3 Algorithm for the Mutual Visibility Problem

Consider an initial configuration \(\mathcal R(t_0)\) of robots. If \(\mathcal R(t_0)\) contains no non-terminal robot, then \(\mathcal R(t_0) \in \widetilde{C}_{GP}\) i.e., all the robots in the system are visible to each other. On the contrary, if \(\mathcal R(t_0)\) contains at least one non-terminal robot, then there are at least two robots which are not visible to each other. In this scenario, to achieve complete visibility, robots need to coordinate their movements. In this process one has to decide two main things; (i) which are the robots to move: terminals or non-terminals? (ii) what should be their destination point to move? First, we try to give an intuitive idea to resolve these issues and then we describe our algorithm in details.

3.1 Eligible Robots for Movements

Non-terminal robots block the vision of the other robots. In our approach, we choose non-terminal robots for movements. Since one of our main objectives is to maintain the convex hull of the initial robot positions and the robots lying at the vertices of the convex hull are terminal robots, we do not move terminal robots. A robot can easily determine whether it is a terminal robot or non-terminal robot.

3.2 Different Types of Movements

A robot uses its 1 bit of internal memory to remember the information about its last movement. It uses 0 and 1 in its persistent memory for this purpose. Initially all robots have 0 in their respective persistent memory. If the internal bit is 0, a robot moves not along any line of collinearity and this move is called a type-0 move. If internal bit is 1, a robot moves along a line of collinearity and this move is called a type-1 move.

3.3 States of a Robot

A robot uses its persistent 1 bit memory to remember information about its last movement. Initially all robots have 0 in their persistent memory.

  • If a robot is terminal and its internal bit is 0, it is a terminal robot since the initial configuration.

  • If a robot is terminal and its internal bit is 1, it was a non-terminal robot in the initial configuration and has become terminal during the execution of the algorithm.

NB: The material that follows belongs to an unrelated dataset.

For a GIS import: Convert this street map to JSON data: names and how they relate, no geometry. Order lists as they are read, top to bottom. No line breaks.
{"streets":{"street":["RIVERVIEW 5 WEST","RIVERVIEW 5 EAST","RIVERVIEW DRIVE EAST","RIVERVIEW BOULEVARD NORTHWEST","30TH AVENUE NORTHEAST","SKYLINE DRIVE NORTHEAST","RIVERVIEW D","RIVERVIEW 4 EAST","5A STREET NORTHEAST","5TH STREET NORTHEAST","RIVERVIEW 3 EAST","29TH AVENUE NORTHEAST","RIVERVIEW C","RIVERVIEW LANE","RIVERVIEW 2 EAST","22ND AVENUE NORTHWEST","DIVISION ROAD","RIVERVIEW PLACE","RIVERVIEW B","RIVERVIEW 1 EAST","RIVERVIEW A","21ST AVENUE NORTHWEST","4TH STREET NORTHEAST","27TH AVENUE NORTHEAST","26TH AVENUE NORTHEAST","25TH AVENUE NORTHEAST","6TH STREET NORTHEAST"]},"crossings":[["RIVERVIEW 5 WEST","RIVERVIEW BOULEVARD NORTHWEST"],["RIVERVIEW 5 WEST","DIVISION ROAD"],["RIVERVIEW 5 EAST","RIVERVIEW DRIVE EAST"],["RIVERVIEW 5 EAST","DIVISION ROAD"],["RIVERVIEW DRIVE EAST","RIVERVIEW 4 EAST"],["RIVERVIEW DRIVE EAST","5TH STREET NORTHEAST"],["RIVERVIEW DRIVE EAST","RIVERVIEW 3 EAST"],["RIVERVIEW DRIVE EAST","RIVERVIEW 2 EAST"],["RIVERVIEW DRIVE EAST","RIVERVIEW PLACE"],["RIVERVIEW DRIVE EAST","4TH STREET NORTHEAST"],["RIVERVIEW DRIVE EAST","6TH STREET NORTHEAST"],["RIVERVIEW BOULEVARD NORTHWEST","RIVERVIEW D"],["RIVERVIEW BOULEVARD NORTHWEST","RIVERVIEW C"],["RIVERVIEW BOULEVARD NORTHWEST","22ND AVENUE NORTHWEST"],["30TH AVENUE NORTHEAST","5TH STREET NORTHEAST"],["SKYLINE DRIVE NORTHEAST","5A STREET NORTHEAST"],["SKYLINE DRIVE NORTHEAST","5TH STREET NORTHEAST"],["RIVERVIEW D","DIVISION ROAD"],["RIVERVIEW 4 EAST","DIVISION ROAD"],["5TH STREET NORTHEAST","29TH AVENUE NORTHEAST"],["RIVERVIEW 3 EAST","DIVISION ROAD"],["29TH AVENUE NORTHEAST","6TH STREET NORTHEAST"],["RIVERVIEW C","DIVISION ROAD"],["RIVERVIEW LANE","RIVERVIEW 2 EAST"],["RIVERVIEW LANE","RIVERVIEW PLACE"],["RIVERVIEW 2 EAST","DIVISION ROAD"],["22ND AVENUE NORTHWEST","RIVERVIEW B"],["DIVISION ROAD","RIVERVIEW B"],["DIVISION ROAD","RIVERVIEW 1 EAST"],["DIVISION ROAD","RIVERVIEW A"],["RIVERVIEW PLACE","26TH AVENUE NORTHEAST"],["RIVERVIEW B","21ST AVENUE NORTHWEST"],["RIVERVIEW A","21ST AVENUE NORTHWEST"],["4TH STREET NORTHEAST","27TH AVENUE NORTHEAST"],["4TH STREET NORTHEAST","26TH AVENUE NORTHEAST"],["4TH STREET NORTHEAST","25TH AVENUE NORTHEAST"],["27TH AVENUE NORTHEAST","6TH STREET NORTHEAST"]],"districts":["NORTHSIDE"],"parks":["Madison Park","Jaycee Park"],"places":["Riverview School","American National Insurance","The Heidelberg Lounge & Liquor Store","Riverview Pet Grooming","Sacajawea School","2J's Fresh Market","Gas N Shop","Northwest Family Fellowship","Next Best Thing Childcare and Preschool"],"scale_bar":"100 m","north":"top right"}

  • If a robot is non-terminal and its internal bit is 0, it is a non-terminal robot since the initial configuration and either it has made no move or has made a type-1 move.

  • If a robot is non-terminal and its internal bit is 1, it is a non-terminal robot since the initial configuration and it has made a type-0 move.

3.4 Computation of Destination Point

Destination points of the robots are computed in such way that (i) they do not create new collinearities by moving to these positions and (ii) the total number of collinear robots in the system should decrease within finite number of movements. The algorithm terminates when system contains no non-terminal robot. Let \(r_i\) be an arbitrary non-terminal robot at time \(t\ge t_0\). To find the new position of \(r_i\), we first decide on the direction of movement and then the amount of displacement along this direction. While computing the new destination point of \(r_i\), two things should be taken care of. The new position of \(r_i\) should not block the visibility of the other robots. The movements of the robots should be collision free. Depending on the current configuration \(\mathcal R(t)\), the destination point for \(r_i\) is computed as follows.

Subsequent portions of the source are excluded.